## What the exercise asks
Give the count of lines that hold the word "fractalNoise" in this listing, with nothing added.
───
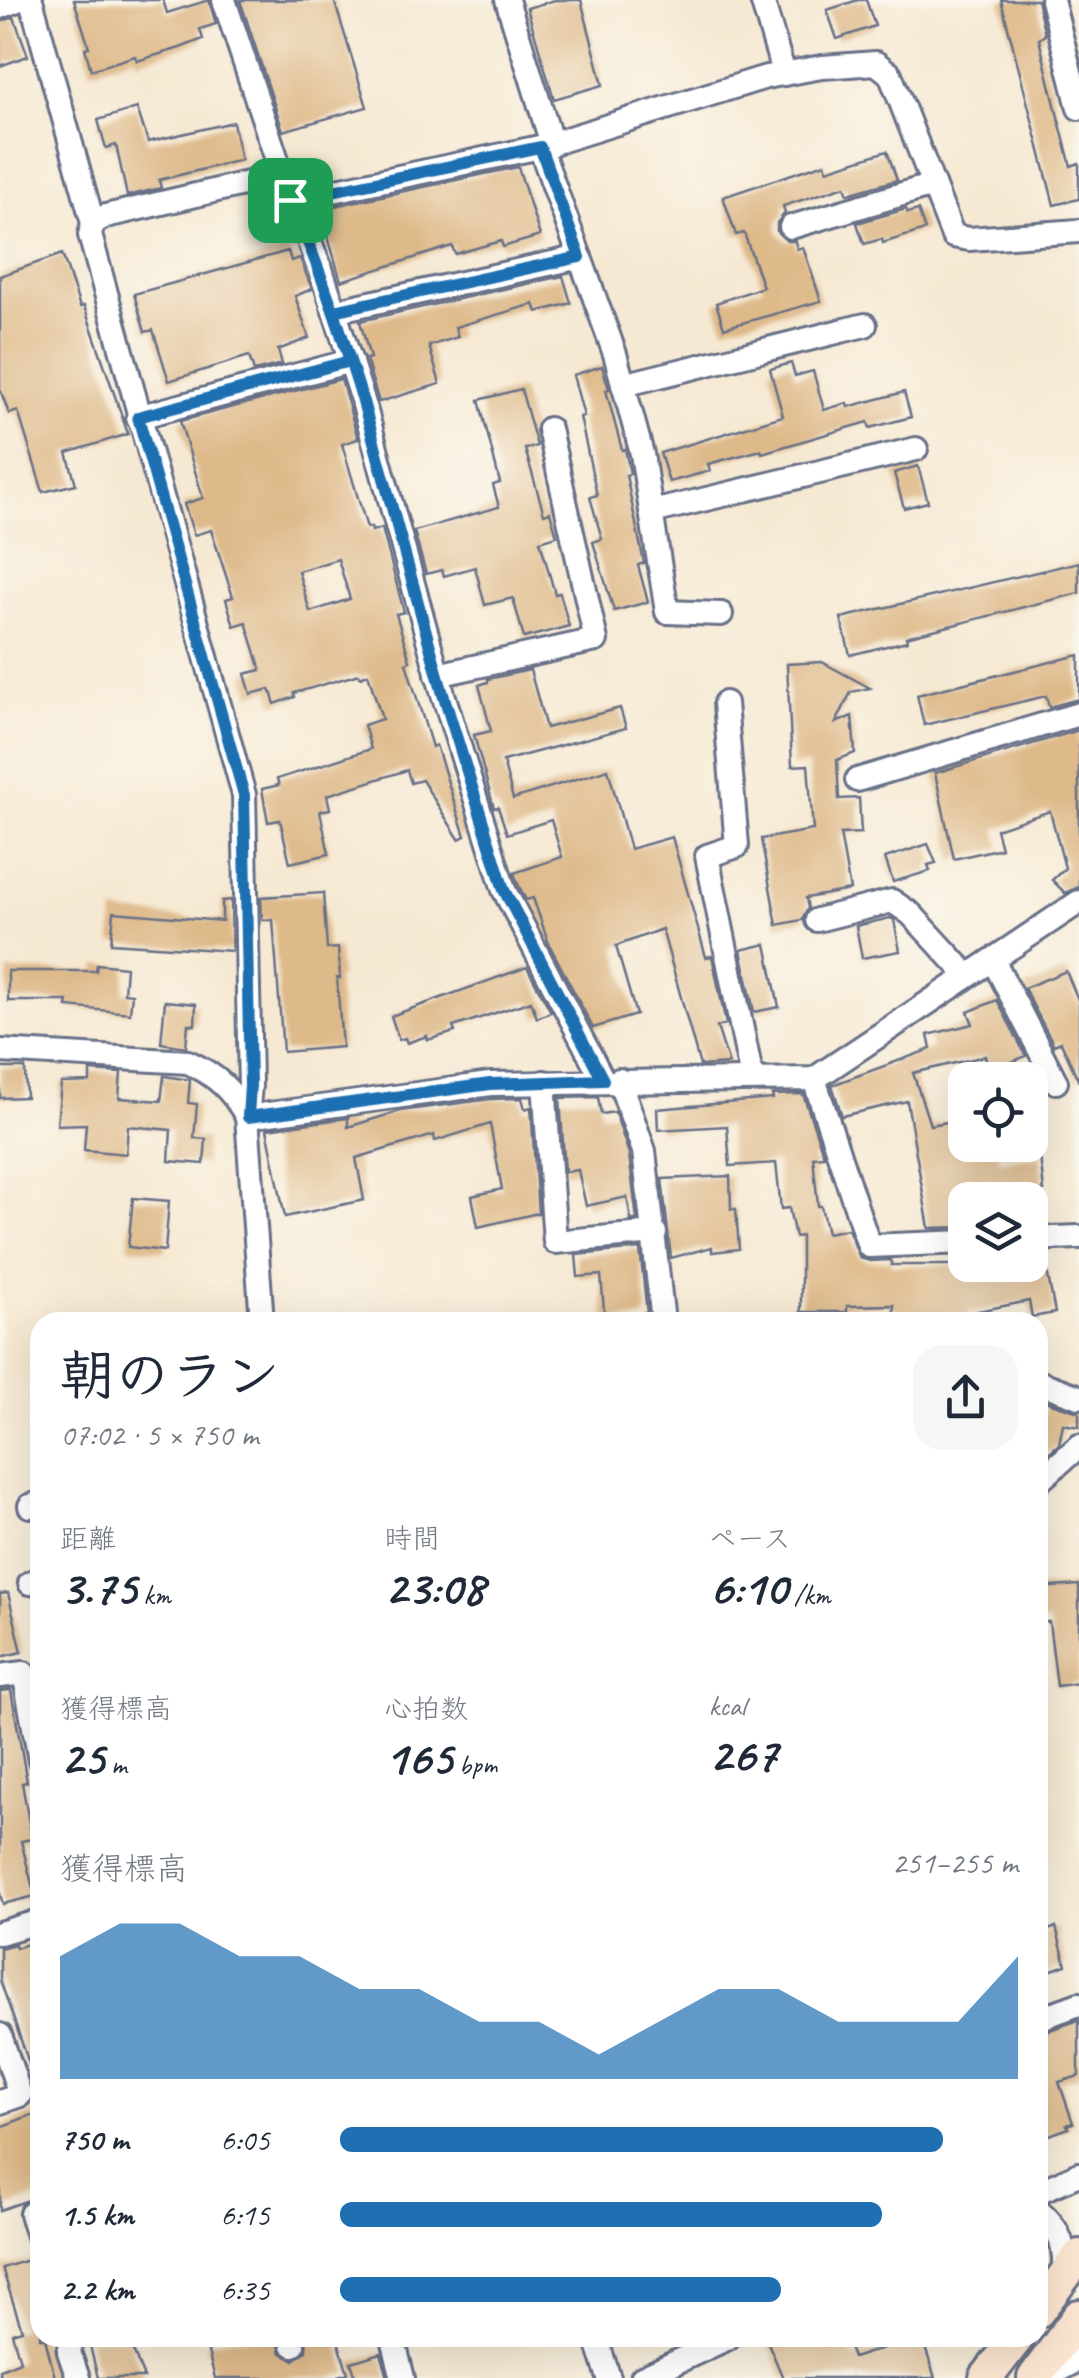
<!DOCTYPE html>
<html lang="ja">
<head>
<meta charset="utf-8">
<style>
	body { margin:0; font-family:Caveat,"Klee One",sans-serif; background:#f6f6f7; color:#1f2937; height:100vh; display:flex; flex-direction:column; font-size:38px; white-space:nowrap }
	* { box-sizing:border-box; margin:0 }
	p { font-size:32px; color:#747a83 }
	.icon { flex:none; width:55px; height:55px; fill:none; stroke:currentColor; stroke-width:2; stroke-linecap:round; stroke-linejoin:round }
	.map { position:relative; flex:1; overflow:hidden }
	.side { position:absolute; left:30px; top:1312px; width:1018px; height:1035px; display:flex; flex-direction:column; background:#fff; border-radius:30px; box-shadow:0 10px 40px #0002 }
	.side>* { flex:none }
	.buttons { position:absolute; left:948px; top:1062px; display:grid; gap:20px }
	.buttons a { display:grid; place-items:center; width:100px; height:100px; border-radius:20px; background:#fff; box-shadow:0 10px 40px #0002; font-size:50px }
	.pin { position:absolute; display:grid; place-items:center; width:85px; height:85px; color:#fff; margin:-42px; border-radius:20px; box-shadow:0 5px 15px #0006 }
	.round { display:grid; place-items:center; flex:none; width:105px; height:105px; border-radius:30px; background:#f6f6f7 }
	.summary { display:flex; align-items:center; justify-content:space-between; height:170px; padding:0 30px }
	h1 { font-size:55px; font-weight:700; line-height:75px }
	.figures { display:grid; grid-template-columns:repeat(3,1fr); gap:15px; height:170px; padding:10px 30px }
	.figures div { display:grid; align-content:center }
	.figures b { font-size:50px; font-weight:700 }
	.figures small { font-size:28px; font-weight:400 }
	.figures p { font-size:28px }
	.chart { height:280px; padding:20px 30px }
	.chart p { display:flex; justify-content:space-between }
	.chart svg { width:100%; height:180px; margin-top:10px; fill:#1f6fb2; opacity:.7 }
	ul { padding:0 30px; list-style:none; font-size:32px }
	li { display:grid; grid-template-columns:160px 120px 1fr; align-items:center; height:75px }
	li i { height:25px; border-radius:12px; background:#1f6fb2 }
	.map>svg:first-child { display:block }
	.building { fill:#deb989; fill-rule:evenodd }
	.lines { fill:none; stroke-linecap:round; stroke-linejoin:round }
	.street-casing { stroke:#687087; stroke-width:28 }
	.secondary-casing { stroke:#687087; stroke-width:38 }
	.street { stroke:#fff; stroke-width:22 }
	.secondary { stroke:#fce5d0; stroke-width:32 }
	.route-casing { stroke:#fff; stroke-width:20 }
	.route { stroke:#1f6fb2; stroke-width:12 }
</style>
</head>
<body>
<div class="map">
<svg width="1079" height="2378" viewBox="0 0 1079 2378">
	<rect width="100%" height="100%" fill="#fbf7ec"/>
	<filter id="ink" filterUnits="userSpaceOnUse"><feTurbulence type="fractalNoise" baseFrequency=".01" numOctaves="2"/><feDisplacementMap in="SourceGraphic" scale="20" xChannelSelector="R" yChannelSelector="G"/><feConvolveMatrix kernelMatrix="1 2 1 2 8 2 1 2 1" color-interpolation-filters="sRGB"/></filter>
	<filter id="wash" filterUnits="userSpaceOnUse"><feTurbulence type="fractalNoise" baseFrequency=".0048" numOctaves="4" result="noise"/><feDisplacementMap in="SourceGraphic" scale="40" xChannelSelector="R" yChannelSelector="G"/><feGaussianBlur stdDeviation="2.25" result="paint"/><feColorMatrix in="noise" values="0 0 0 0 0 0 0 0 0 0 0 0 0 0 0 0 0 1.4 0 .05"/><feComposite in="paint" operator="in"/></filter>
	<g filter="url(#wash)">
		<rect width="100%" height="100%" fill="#f6e9d3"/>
		<g id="blocks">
			<g class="building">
				<path d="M74,0h89l4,13 42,-13 7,24 -16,5 3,10 -23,9 -43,13 -2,-5 -44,14 -6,-22 4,-1z"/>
				<path d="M240,0h94l33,107 -84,24z"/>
				<path d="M555,0h26l22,85 -49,14 -27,-91z"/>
				<path d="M858,0h8l9,26 -38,13 -10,-29z"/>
				<path d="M1001,0h36l8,35 -6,4 18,74 14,53 8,-3v36l-25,6z"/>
				<path d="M14,17l14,39 -28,10v-44z"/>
				<path d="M137,108l11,34 85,-20 8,38 -82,20 2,8 -34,8 -11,-51 -10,3 -8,-28z"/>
				<path d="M887,151l10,29 -49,14 -3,-8 -62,20 2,7 -8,10v9l10,9h8l2,8 6,-2 18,54 -97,27 -8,-25 47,-16 -19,-54 -8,2 -13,-38 102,-34 2,7z"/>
				<path d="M518,167l22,69 -37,11 -2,-6 -46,13 -3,-8 -111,35 -21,-72z"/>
				<path d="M906,209l2,4 10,-3 7,20 -42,13 -1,-4 -18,5 -7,-21z"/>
				<path d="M288,251l3,10 9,-3 12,31 -17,7 14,42 -31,12 4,14 -28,7 -5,-15 -80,25 -16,-51 -8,2 -11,-38z"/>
				<path d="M62,254l18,53 4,-1 44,128 -61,19 9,31 -33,8 -25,-81 -9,3 -9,-25v-113z"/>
				<path d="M563,276l8,27 -34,9 -3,-8 -79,23 3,10 -29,9 11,38 -61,18 -13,-43 4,-1 -10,-37z"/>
				<path d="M791,363l4,13 18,-5 11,39 23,-7 1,4 56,-15 7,25 -41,11 -2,-6 -106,31 -1,-3 -53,14 2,7 -41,11 -9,-29 123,-37 -13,-47z"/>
				<path d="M602,366l7,23 -3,1 16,60 3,-1 2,9 3,16 -4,1 18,88 -6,2 10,37 -34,9 -21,-69 9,-3 -12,-42 7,-2 -17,-78 4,-1 -11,-41z"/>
				<path d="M341,379l17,60 -16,5 25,84 4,-1 1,4 10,-3 22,84 -8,2 14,47 -4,2 26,84 4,-2 29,91 -6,3 -37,-59 -11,3 -4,-13 -80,25 3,14 -10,2 9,43 -39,9 -10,-43 -12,2 -6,-33 17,-4 -2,-6 94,-30 -7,-24 18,-6 -14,-45 -8,3 -1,-3 -65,19 1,4 -20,7 -5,-15 -19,5 -6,-20 16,-4 -15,-48 -12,4 -8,-27 7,-2 -22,-67 -17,5 -10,-31 19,-6 -23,-77zM338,559l12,40 -40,13 -12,-41z"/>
				<path d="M521,389l16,57 -12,3 19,65 6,-2 7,24 -17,5 15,53 5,-1 9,33 -45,12 -11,-40 -28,7 -10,-38 -31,9 -2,-6 -16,4 -12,-43 85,-24 -6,-22 7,-2 -21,-83z"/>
				<path d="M918,466l10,36 -24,6 -10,-35z"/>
				<path d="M1079,562v31l-173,44 1,4 -57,14 -9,-37z"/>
				<path d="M1079,655v44l-30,8 -3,-11 -122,29 -7,-30z"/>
				<path d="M822,662l48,26 -19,4 -15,31 16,-7 3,37 -18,7 2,39 20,-1 2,35 -21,1 10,56 -44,8 2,10 -6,12 -25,5 -16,-86 52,-9 -5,-65 -16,1 -5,-102z"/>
				<path d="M530,670l16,58 74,-20 6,20 -123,33 10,38 95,-30 22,80 42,-12 34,120 6,-1 14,68 -9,3 12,37 -29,2 -38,-137 -46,17 20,69 -43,13 -44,-84 -16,-46 -7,2 -8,-16 -4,-11 48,-16 -11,-37 -44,14 -9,-27 -4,1 -20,-73 17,-4 -12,-46 9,-3v-3z"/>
				<path d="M1079,730v157l-14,6 -13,-13 13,-12 -15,-57 -54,18 5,19 -47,11 -19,-86z"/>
				<path d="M928,844l8,19 -8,2 2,6 -37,11 -8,-24z"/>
				<path d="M323,893l4,56 11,-1 2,30h-3l5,69 -59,5 -10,-132h-11l-1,-23z"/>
				<path d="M231,900l1,51 -121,-8 3,-31 108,9v-20z"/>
				<path d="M890,918l4,2 6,31 -38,7 -6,-32z"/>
				<path d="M766,944l13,63 -25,5 -13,-62z"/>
				<path d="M97,964l29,3 -2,26 8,1 -2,19 -63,-6 1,-6h-60v-30h88z"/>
				<path d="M527,967l24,45 -14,6 -6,-17 -78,26 2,5 -27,8 -1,-4 -20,7 -2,-5 -6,2 -8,-24z"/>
				<path d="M1066,971l13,31v80l-18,-40 -7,3 -30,-57z"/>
				<path d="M997,1000l29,56 -35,15 -6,-15 -72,17 17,52 35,-6v34l33,-4 1,12 41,-5 4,35 -79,9v27l-36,1 -22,-127 -65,15 -10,-31 99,-36 -3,-14 45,-11 -5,-12z"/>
				<path d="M165,1001l31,3 -1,21 -7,-1 -2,23 -25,-4z"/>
				<path d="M0,1068h25l1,29 -26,1z"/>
				<path d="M90,1071l31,2 -2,25 42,3 3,-25 26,4 -2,23 9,1 -3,34 12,1 -2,25 -35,-3 2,-31 -43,-4 -2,28 -42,-4 2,-26 -29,1 4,-42 29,-1z"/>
				<path d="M803,1094l21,62 -11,1 5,49h3l6,27 21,-4 12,29 10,3 21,-1v5h155l9,48 -23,4 -3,-16 -61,12 1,9h-75v-17l-47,1v6h-46v-76l-6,1 -6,-29 -8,1 -5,-46 -46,3 -3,-40 -69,4 -1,-21 116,-10 -1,-4z"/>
				<path d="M598,1097l3,17 14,-2 14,42 8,66h-6l-4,-23 -41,9 -8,-36 -13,2 -5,-74z"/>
				<path d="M522,1098l3,11 6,-2 7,106 -60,14 -6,-31 30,-7 -12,-65 -55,17 -1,-6 -78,23 8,42 -79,17 -18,-88 81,-11v9l52,-16 91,-12z"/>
				<path d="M730,1176l1,33h5l3,40 -27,3v-5l-41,11 -9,-79z"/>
				<path d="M133,1198l36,3 -4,50 -37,-4z"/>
				<path d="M640,1249l7,64h-3v5l-39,4 -4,-47 -23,2 -2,-22z"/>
				<path d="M1045,1401l34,11v15l-16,-3 -4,20 -9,8 -12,-2z"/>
				<path d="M1079,1585v98l-22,3 -8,-64h-11v-34z"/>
				<path d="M8,1593l14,59 -22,5v-63z"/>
				<path d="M11,1690l16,92 -5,1 10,56 -11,2 14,55 -32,8 -3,-10v-203z"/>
				<path d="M1056,1927l10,38 -28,10v-41z"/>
				<path d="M40,1940v31l-12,4 12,34v77h-3l-37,-106v-32l15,-4 1,4z"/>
				<path d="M1079,2020v56l-20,6 14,41 -6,2 2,3 -31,11v-105z"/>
				<path d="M34,2114l6,14v68l-40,14v-83z"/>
				<path d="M31,2259l9,29v50h5l10,40h-55v-9l20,-8 -8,-28 10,-3 -20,-62z"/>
				<path d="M88,2338h40l16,40h-46z"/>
				<path d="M230,2338h47l4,15 13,7 12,-9 1,-13h30l11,35 -15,5h-118l-9,-34z"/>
				<path d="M766,2338h80l7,20 60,-20h9l13,40h-152z"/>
				<path d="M381,2353l7,25h-32l-5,-16z"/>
			</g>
		</g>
	</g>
	<g filter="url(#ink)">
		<use href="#blocks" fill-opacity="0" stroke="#687087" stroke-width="2.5"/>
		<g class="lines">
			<g class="street-casing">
				<g id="street">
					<path d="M31,0l62,223"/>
					<path d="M224,0l58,175 39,94 41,128 81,297 61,196 99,190"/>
					<path d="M507,0l45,144"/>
					<path d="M762,0l22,74"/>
					<path d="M1052,0l27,108"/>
					<path d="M0,7l17,-7"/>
					<path d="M540,147l75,207 27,100 25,158 54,2"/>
					<path d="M290,200l250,-53 226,-70 56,-10 54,-4 14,11 63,162 16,3 110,-8"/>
					<path d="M791,227l142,-42"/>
					<path d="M334,311l246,-54"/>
					<path d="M623,385l242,-60"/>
					<path d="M138,417l213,-56"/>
					<path d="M652,512l264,-63"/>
					<path d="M437,675l159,-35 -47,-211"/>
					<path d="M725,703l12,143 -30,10 45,223"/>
					<path d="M857,780l222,-66"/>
					<path d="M817,920l75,-19 19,13 57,62"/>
					<path d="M993,960l63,122"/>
					<path d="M0,1051l188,11c28,13 44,28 59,55"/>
					<path d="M814,1079l55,167 96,-4"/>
					<path d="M619,1080l25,71 19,171"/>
					<path d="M544,1082l11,160 100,-9"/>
					<path d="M247,1117l243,-33 324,-5 265,-177"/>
					<path d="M1030,1239l49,-2"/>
					<path d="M262,1322l-15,-205 3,-32 -6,-290 -154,-560 3,-12 13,-7 176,-41"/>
					<path d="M1038,1382l41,15"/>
					<path d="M1038,1482l41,-36"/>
					<path d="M30,1506l10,-3"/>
					<path d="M30,1583l10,-5"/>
					<path d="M0,1676l24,-3 16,87"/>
					<path d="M0,1933l40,-12"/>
					<path d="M1038,2019l41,-15"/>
					<path d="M0,2035l20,60 -20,7"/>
					<path d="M1038,2192l41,-18"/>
					<path d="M1038,2210c23,18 29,40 25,68"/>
					<path d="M31,2214l9,28"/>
					<path d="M73,2338l-4,14 9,26"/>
					<path d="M292,2338l1,7"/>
					<path d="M398,2338l-5,1 10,39"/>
					<path d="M596,2338l13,40"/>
					<path d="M642,2378l86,-40"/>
					<path d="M1045,2378l34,-19"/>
				</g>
			</g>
			<g class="secondary-casing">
				<g id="secondary">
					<path d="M1038,2311l41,-55"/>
					<path d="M986,2378l31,-40"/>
					<path d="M1034,2378l45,-62"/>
				</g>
			</g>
			<use href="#street" class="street"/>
			<use href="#secondary" class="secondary"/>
		</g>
	</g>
	<g class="lines" filter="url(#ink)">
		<g class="route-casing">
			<path id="route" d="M290,200c24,53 42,106 60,161l-212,56 106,378 6,290 -2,32 242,-33 113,-4 -99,-190 -61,-196 -81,-296 -28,-87 246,-54 -40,-110 -250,53"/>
		</g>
		<use href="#route" class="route"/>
	</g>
</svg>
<div class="buttons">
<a><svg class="icon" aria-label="locate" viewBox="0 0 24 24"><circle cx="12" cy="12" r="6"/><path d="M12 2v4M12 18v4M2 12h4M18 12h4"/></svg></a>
<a><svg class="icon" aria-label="layers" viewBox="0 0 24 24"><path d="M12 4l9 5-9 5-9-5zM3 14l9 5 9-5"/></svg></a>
</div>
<div class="pin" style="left:290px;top:200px;background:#1e9e55"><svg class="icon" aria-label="arrive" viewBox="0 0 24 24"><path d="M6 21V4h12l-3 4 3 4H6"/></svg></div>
<section class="side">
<div class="summary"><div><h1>朝のラン</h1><p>07:02 · 5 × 750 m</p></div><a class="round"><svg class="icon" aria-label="share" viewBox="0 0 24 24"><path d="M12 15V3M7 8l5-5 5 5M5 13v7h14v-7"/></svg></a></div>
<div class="figures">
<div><p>距離</p><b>3.75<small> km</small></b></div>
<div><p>時間</p><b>23:08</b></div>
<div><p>ペース</p><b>6:10<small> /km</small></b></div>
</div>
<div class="figures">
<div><p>獲得標高</p><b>25<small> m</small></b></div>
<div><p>心拍数</p><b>165<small> bpm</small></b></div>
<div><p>kcal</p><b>267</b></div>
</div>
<div class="chart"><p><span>獲得標高</span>251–255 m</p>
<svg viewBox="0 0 160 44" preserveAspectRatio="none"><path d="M0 44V14L10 6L20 6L30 14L40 14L50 22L60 22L70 30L80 30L90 38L100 30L110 22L120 22L130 30L140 30L150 30L160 14V44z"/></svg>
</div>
<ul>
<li><b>750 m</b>6:05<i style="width:89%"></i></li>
<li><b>1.5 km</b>6:15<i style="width:80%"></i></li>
<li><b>2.2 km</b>6:35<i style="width:65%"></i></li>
</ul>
</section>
</div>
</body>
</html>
───
## Your response
2